A line qualifies if it holds the string "rotate". Copy every qualifying line from the records.

(Records to process begins)

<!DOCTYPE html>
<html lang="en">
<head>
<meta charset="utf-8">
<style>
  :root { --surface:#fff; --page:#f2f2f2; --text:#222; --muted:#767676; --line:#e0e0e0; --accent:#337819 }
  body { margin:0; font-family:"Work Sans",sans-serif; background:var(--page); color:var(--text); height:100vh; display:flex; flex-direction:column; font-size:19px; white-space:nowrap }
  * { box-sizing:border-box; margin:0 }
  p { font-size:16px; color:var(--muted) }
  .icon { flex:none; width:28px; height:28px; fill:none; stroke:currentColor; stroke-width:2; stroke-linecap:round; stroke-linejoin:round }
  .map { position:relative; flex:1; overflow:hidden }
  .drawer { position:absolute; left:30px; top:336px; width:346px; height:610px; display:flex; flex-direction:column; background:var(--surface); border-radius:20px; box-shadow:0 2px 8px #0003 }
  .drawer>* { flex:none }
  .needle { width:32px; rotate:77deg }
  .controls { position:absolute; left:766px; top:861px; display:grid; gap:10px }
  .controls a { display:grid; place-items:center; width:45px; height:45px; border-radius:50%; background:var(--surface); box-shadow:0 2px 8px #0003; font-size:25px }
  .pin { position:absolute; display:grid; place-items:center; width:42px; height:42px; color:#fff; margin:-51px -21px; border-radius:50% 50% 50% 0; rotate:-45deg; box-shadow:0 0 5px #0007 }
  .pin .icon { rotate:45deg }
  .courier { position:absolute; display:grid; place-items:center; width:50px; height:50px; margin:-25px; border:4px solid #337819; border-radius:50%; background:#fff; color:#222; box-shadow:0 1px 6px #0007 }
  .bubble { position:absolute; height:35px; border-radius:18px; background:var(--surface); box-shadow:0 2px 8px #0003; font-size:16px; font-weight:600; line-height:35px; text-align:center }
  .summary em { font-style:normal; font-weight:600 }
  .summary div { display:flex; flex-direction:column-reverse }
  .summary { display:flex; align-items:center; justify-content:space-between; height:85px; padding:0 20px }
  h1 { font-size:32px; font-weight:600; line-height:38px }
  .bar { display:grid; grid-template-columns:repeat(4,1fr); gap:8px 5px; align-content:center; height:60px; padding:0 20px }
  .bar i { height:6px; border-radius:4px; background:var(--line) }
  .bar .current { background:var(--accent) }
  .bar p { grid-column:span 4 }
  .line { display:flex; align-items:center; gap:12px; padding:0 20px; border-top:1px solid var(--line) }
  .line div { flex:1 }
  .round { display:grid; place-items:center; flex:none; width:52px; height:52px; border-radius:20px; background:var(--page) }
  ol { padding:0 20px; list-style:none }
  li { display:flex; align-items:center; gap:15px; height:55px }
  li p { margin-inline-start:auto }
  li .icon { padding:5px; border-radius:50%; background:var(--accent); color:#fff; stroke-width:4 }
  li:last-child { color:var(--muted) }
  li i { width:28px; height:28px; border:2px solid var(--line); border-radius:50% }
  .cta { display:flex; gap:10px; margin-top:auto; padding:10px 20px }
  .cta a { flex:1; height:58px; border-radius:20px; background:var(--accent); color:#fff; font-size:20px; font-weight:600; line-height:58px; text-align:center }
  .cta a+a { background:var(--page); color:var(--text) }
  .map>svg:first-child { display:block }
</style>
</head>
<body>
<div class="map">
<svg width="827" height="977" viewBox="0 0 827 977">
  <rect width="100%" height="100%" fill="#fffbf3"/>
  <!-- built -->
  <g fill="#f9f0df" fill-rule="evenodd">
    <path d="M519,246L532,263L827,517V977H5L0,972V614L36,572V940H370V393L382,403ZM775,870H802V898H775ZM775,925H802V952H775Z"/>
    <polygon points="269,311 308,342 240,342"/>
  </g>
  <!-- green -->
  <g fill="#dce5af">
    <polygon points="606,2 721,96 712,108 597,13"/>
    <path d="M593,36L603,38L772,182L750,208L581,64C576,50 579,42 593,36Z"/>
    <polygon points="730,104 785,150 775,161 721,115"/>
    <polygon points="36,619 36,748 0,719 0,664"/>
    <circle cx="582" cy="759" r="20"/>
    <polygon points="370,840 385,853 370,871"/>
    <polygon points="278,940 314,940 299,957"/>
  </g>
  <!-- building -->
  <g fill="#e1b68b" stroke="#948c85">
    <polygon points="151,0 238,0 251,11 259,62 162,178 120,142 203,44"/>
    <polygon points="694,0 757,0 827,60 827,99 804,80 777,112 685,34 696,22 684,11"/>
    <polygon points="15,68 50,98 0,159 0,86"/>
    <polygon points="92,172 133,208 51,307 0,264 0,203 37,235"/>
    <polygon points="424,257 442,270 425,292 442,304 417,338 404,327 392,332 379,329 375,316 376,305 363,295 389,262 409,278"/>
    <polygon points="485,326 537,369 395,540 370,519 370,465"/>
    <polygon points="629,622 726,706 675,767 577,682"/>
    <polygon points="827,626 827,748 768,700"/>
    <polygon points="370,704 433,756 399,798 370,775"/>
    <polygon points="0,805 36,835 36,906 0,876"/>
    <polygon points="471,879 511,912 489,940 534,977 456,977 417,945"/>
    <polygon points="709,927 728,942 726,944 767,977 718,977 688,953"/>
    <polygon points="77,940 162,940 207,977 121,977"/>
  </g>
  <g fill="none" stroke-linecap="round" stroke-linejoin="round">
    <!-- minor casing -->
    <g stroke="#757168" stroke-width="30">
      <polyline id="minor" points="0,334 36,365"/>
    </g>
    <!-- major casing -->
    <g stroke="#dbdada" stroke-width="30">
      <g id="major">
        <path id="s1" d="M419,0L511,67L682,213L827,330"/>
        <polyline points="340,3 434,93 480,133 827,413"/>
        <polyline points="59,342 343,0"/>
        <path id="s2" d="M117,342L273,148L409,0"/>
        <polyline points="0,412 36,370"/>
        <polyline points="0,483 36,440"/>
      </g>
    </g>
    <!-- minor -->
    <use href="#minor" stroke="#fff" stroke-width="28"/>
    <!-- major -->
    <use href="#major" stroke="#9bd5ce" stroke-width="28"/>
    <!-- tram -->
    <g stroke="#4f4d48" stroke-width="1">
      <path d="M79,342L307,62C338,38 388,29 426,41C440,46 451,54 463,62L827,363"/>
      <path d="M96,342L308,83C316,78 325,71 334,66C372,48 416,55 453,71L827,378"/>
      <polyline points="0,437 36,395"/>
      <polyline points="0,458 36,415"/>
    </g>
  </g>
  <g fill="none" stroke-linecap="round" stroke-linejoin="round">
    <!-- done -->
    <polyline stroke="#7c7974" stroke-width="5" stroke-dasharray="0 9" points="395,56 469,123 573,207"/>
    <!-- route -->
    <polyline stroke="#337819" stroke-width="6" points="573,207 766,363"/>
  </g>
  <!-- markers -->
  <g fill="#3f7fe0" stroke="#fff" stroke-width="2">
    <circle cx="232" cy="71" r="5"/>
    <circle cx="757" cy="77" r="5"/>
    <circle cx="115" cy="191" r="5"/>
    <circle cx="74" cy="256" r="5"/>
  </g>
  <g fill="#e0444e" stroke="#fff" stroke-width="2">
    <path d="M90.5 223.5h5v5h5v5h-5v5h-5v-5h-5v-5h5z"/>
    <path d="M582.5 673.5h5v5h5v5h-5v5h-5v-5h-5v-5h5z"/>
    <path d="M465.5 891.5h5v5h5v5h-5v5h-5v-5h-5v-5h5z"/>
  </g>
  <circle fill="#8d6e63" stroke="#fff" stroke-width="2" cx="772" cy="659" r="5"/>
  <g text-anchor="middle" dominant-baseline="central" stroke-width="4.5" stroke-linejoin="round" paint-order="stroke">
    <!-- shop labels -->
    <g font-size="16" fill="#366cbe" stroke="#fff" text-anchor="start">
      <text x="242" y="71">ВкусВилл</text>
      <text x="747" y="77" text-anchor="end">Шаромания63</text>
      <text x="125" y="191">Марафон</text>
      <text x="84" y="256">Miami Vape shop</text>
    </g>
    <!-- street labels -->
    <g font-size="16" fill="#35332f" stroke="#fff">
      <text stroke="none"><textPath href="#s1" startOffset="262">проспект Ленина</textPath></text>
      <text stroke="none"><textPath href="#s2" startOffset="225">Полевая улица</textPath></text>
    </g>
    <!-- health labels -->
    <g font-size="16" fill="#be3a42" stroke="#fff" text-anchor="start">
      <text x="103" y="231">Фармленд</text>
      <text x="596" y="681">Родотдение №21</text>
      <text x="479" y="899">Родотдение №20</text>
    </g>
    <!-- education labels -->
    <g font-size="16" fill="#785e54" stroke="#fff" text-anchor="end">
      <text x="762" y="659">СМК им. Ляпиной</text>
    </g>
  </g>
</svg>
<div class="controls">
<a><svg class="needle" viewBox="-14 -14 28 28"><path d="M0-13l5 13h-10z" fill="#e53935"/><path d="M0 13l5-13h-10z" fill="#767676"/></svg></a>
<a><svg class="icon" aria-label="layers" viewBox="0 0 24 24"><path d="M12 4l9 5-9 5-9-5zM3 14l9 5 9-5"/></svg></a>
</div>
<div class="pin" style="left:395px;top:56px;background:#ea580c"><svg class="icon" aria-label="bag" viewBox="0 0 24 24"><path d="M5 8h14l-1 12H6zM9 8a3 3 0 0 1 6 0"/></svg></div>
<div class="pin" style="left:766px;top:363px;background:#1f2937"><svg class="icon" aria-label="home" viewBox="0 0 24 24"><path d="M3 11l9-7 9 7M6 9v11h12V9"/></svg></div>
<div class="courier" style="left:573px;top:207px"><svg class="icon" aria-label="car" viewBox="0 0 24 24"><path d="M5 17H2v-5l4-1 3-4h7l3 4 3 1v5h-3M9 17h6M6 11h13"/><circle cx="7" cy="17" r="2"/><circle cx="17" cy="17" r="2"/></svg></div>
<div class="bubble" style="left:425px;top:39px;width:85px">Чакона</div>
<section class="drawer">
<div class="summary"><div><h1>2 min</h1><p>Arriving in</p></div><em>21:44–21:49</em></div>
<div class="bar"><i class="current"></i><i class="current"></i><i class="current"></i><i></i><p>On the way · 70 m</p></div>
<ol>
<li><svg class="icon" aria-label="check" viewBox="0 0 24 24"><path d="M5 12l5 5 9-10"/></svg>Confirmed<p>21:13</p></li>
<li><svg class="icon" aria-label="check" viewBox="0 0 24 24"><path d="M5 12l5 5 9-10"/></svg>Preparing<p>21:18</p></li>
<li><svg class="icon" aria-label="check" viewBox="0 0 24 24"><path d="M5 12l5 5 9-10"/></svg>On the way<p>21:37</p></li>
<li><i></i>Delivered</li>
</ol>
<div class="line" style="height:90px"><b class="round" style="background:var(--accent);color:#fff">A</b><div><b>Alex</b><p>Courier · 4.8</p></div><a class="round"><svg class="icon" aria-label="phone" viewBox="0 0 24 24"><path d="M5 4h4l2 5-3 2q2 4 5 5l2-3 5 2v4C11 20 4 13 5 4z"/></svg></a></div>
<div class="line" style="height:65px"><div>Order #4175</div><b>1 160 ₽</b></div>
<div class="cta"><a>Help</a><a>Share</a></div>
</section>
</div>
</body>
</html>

(Records to process ends)

* Final answer *
  .needle { width:32px; rotate:77deg }
  .pin { position:absolute; display:grid; place-items:center; width:42px; height:42px; color:#fff; margin:-51px -21px; border-radius:50% 50% 50% 0; rotate:-45deg; box-shadow:0 0 5px #0007 }
  .pin .icon { rotate:45deg }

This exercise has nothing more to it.